_About this exercise_
Write out exactly the lines of the entries below from the one holding "ctx.lineCap = dash ? 'butt' : 'round';" to the one holding "M1292,29L1335,70L1302,104L1259,63Z", inclusive, and leave out all other lines.

───── Records supplied ─────

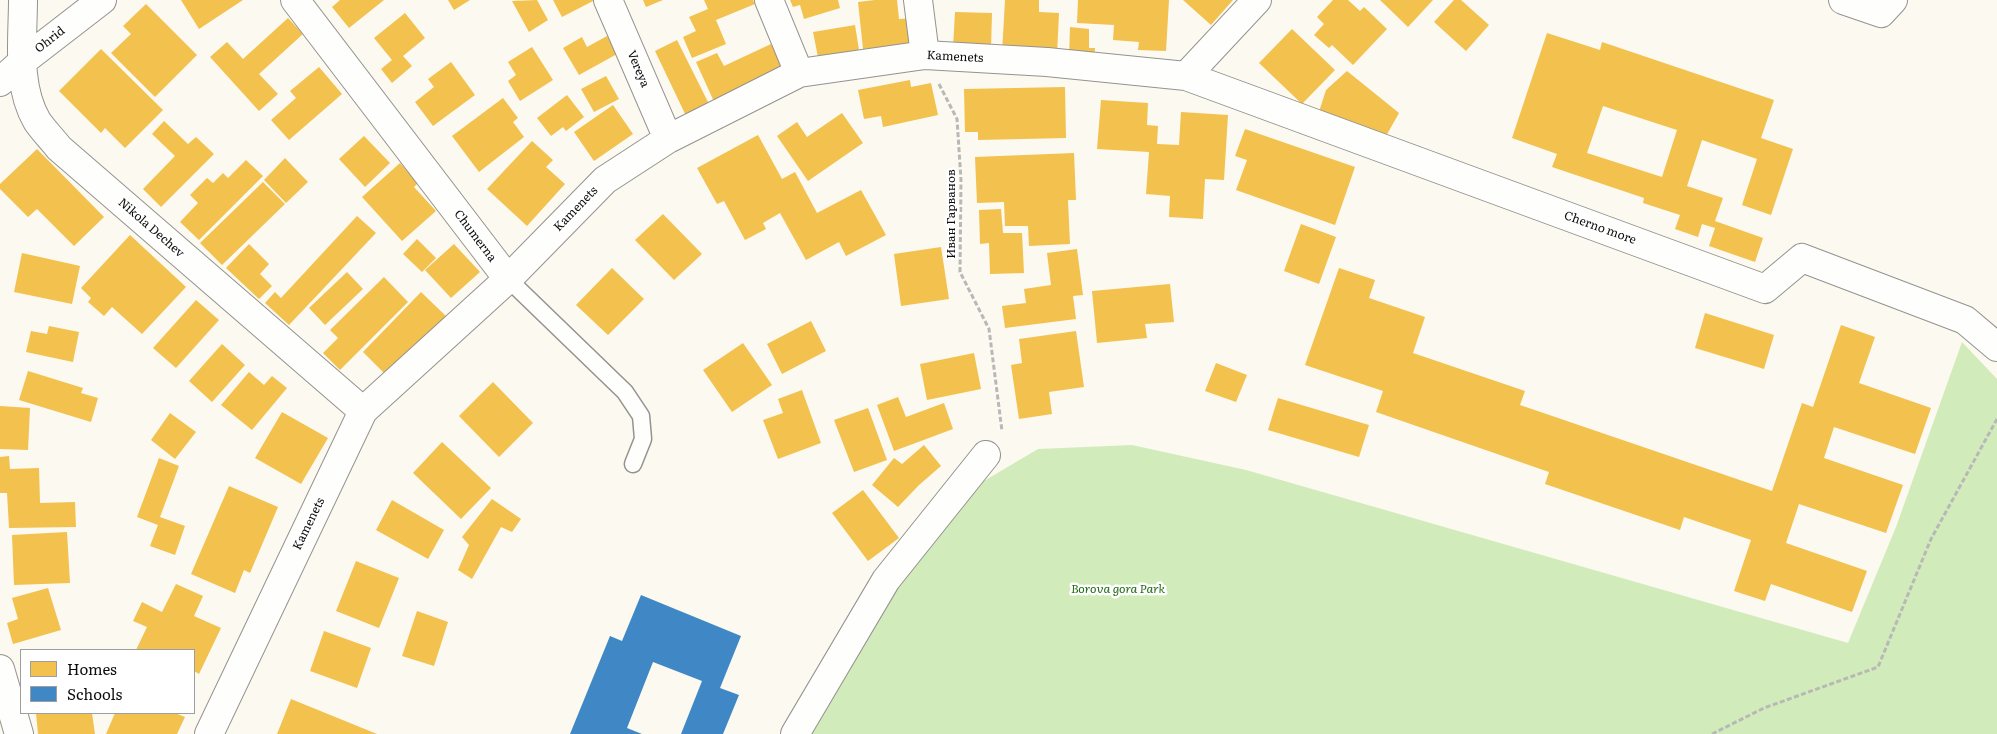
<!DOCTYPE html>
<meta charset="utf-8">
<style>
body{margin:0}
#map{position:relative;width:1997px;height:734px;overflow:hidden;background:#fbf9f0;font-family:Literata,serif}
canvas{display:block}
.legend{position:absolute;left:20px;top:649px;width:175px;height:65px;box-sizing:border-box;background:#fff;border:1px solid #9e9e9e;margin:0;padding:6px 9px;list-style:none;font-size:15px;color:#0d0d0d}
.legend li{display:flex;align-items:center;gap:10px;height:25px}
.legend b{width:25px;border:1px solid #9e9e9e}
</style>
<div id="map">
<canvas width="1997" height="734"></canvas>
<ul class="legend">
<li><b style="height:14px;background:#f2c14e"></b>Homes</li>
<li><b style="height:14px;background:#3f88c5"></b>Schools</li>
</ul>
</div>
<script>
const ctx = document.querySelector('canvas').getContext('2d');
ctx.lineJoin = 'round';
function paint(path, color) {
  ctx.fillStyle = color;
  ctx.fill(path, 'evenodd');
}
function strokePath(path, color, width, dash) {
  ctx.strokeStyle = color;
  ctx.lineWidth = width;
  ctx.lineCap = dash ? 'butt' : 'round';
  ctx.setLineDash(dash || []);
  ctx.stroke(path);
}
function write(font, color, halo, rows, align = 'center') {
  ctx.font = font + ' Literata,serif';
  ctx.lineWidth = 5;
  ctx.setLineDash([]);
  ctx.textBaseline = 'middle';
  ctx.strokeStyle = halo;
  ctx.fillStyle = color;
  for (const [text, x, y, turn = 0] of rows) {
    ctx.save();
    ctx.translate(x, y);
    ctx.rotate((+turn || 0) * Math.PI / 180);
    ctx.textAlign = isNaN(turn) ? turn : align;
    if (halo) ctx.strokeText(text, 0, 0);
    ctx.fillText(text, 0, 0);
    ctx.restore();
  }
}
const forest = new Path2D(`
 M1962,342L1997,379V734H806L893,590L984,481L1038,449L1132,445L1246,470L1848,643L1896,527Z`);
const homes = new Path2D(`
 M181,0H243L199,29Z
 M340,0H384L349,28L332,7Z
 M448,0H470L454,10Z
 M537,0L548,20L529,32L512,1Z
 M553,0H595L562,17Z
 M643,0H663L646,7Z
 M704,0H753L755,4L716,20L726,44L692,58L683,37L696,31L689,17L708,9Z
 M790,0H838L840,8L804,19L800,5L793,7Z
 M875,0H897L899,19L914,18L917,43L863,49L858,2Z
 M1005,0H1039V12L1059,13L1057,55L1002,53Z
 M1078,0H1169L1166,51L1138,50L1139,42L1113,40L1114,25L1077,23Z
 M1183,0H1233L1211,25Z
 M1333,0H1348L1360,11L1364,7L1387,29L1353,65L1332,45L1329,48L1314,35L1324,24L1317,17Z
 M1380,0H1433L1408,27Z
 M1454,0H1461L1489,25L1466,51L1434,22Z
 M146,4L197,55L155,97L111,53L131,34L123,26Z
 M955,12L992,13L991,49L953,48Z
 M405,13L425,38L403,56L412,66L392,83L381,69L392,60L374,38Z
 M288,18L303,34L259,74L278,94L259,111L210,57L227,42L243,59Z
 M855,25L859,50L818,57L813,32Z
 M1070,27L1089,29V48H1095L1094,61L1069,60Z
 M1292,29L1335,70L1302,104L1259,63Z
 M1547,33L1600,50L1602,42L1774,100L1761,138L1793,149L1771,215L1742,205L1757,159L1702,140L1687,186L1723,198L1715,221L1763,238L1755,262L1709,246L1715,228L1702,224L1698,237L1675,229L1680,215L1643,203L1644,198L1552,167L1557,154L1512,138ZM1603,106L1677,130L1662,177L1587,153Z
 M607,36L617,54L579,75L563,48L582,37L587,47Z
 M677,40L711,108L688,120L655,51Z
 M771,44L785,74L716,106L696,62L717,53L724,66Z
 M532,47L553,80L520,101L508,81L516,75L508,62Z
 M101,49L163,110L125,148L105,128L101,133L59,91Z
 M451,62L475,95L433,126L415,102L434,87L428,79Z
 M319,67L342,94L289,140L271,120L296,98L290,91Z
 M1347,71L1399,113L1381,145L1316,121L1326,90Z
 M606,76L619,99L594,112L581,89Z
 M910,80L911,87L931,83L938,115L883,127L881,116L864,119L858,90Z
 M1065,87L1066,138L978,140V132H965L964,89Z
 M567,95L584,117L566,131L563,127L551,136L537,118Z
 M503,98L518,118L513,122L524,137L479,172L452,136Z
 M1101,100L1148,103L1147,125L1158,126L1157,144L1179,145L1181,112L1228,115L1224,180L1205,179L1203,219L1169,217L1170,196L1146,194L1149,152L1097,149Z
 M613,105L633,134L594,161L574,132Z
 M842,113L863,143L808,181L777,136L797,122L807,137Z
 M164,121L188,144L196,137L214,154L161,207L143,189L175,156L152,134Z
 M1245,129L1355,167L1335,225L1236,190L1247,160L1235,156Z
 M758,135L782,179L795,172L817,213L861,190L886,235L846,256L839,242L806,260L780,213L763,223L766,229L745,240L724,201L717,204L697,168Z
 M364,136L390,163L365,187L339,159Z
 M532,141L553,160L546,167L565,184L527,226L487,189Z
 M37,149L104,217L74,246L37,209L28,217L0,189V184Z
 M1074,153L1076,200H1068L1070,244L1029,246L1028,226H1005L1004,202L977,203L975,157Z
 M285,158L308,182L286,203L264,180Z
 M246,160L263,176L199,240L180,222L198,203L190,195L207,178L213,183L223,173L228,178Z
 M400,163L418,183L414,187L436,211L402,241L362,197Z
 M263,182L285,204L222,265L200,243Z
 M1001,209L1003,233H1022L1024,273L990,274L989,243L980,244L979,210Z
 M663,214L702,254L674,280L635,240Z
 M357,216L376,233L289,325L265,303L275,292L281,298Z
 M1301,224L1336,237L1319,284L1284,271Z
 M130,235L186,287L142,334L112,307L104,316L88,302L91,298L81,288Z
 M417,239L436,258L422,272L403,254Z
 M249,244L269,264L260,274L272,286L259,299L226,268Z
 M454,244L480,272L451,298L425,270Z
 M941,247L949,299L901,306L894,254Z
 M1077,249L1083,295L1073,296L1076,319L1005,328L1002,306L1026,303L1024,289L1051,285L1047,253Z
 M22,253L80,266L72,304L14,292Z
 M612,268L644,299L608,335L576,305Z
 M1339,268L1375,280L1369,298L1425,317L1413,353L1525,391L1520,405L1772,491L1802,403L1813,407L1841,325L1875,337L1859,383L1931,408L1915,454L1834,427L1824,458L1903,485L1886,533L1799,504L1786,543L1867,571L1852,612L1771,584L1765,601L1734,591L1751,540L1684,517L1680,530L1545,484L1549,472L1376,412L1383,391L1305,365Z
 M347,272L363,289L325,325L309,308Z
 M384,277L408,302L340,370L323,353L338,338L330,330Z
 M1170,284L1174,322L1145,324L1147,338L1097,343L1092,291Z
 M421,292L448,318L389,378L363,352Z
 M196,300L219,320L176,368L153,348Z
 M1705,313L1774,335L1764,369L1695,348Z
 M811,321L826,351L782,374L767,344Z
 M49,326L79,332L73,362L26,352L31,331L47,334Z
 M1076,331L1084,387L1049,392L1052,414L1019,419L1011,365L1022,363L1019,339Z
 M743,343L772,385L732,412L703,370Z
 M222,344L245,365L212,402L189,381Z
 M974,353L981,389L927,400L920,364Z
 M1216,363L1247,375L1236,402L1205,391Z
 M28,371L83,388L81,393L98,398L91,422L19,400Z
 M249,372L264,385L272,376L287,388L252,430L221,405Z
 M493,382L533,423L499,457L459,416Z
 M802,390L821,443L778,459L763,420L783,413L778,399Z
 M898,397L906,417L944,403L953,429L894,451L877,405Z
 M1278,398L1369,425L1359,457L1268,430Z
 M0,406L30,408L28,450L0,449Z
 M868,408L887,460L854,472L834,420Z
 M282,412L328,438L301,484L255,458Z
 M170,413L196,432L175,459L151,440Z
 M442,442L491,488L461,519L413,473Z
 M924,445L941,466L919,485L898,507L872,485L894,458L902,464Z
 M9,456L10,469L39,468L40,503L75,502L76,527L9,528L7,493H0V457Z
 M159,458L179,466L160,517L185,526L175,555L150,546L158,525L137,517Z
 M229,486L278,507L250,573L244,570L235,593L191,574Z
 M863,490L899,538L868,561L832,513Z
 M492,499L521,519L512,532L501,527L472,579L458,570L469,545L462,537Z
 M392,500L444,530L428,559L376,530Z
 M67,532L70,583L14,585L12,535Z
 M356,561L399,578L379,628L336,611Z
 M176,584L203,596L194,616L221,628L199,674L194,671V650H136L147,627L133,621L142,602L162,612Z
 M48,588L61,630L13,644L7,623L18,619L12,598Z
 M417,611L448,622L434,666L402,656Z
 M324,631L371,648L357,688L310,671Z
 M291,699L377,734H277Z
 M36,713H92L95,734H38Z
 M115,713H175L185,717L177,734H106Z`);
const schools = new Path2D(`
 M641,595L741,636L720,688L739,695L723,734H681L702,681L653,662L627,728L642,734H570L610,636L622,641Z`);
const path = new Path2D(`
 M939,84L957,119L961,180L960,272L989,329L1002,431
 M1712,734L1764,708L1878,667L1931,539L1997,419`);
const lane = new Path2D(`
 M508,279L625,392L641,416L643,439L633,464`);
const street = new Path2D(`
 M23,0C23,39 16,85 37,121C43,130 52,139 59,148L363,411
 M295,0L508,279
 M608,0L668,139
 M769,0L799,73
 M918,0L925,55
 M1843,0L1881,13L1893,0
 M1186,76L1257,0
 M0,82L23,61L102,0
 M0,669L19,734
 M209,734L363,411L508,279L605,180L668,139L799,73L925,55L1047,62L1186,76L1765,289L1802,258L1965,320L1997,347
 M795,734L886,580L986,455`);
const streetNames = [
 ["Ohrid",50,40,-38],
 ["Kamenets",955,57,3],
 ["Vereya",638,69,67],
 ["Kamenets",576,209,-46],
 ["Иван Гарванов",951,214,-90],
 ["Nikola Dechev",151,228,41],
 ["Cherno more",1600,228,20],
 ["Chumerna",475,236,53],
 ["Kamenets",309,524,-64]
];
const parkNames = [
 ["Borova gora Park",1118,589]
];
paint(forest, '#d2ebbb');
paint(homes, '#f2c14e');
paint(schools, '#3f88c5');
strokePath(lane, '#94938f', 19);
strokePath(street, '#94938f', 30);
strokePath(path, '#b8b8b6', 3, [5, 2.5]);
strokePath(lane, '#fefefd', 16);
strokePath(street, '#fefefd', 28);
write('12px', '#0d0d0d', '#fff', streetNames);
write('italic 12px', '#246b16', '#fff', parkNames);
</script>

─────

_Task solution_
  ctx.lineCap = dash ? 'butt' : 'round';
  ctx.setLineDash(dash || []);
  ctx.stroke(path);
}
function write(font, color, halo, rows, align = 'center') {
  ctx.font = font + ' Literata,serif';
  ctx.lineWidth = 5;
  ctx.setLineDash([]);
  ctx.textBaseline = 'middle';
  ctx.strokeStyle = halo;
  ctx.fillStyle = color;
  for (const [text, x, y, turn = 0] of rows) {
    ctx.save();
    ctx.translate(x, y);
    ctx.rotate((+turn || 0) * Math.PI / 180);
    ctx.textAlign = isNaN(turn) ? turn : align;
    if (halo) ctx.strokeText(text, 0, 0);
    ctx.fillText(text, 0, 0);
    ctx.restore();
  }
}
const forest = new Path2D(`
 M1962,342L1997,379V734H806L893,590L984,481L1038,449L1132,445L1246,470L1848,643L1896,527Z`);
const homes = new Path2D(`
 M181,0H243L199,29Z
 M340,0H384L349,28L332,7Z
 M448,0H470L454,10Z
 M537,0L548,20L529,32L512,1Z
 M553,0H595L562,17Z
 M643,0H663L646,7Z
 M704,0H753L755,4L716,20L726,44L692,58L683,37L696,31L689,17L708,9Z
 M790,0H838L840,8L804,19L800,5L793,7Z
 M875,0H897L899,19L914,18L917,43L863,49L858,2Z
 M1005,0H1039V12L1059,13L1057,55L1002,53Z
 M1078,0H1169L1166,51L1138,50L1139,42L1113,40L1114,25L1077,23Z
 M1183,0H1233L1211,25Z
 M1333,0H1348L1360,11L1364,7L1387,29L1353,65L1332,45L1329,48L1314,35L1324,24L1317,17Z
 M1380,0H1433L1408,27Z
 M1454,0H1461L1489,25L1466,51L1434,22Z
 M146,4L197,55L155,97L111,53L131,34L123,26Z
 M955,12L992,13L991,49L953,48Z
 M405,13L425,38L403,56L412,66L392,83L381,69L392,60L374,38Z
 M288,18L303,34L259,74L278,94L259,111L210,57L227,42L243,59Z
 M855,25L859,50L818,57L813,32Z
 M1070,27L1089,29V48H1095L1094,61L1069,60Z
 M1292,29L1335,70L1302,104L1259,63Z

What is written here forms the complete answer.